Two further projects are deemed actionable with additional decision rules:
- VNI West: a new high voltage alternating current (HVAC) interconnector between Victoria and NSW; and
- Marinus Link: two new HVDC cables connecting Victoria and Tasmania, each with 750 MW of transfer capacity and associated alternating current transmission.
Future ISP projects include major upgrades to the NSW-Qld interconnector, and grid augmentations in QLD, NSW and Victoria, which are all included in the optimal development path for the NEM.
Minister for Energy and Emissions Reduction, Angus Taylor, said the ISP provides a number of recommendations the Government is already working on to address system challenges currently facing the NEM.

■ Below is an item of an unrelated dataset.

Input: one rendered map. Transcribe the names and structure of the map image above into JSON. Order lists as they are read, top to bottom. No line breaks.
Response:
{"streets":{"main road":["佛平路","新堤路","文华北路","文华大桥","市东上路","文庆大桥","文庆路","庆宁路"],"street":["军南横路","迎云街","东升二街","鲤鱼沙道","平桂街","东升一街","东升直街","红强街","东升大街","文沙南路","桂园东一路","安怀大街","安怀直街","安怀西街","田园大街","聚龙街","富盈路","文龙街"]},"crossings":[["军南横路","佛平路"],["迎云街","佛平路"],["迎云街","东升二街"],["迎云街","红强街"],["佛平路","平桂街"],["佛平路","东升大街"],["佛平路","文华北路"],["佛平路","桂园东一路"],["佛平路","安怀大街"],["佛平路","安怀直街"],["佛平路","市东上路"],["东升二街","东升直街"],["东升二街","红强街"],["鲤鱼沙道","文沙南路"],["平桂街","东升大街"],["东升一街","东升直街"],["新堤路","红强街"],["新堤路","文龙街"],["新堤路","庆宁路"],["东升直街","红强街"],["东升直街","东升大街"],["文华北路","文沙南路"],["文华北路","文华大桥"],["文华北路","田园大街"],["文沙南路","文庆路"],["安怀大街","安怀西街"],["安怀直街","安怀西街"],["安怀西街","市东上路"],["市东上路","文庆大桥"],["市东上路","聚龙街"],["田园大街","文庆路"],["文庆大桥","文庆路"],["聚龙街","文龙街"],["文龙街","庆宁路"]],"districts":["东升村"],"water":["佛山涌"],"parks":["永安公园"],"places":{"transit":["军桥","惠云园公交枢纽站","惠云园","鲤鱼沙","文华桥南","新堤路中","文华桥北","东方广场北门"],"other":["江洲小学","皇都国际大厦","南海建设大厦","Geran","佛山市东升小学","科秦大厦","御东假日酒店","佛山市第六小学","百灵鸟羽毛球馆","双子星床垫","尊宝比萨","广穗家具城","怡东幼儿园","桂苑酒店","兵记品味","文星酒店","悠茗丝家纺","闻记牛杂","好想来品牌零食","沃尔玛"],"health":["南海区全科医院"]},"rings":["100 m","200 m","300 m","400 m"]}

“The Government has a clear priority to deliver reliable, secure and affordable power and is backing new generation, transmission and storage projects to ensure system strength now and into the future,” said Minister Taylor.
He noted that the Federal Government is supporting a number of projects identified in the ISP including HumeLink and MarinusLink, and also continuing positive discussions with the Victorian and South Australian Government’s on their actionable ISP projects.
Minister Taylor said while transmission is likely to be an important component of the future electricity system, any investment in the grid must make economic sense.
“Any transmission project that is developed must provide value to consumers,” Minister Taylor said.
“It is critical to avoid over-investment and ‘gold-plating’ of the network, because it is consumers who have to pay for this as part of their electricity bills.”
“As we recover from COVID-19 and Australians are already worried about energy consumption while they spend more time at home, the last thing we want to do is burden them with more unnecessary costs.”
“The Government will continue working with its state colleagues to progress transmission projects that offer value for money,” Minister Taylor commented.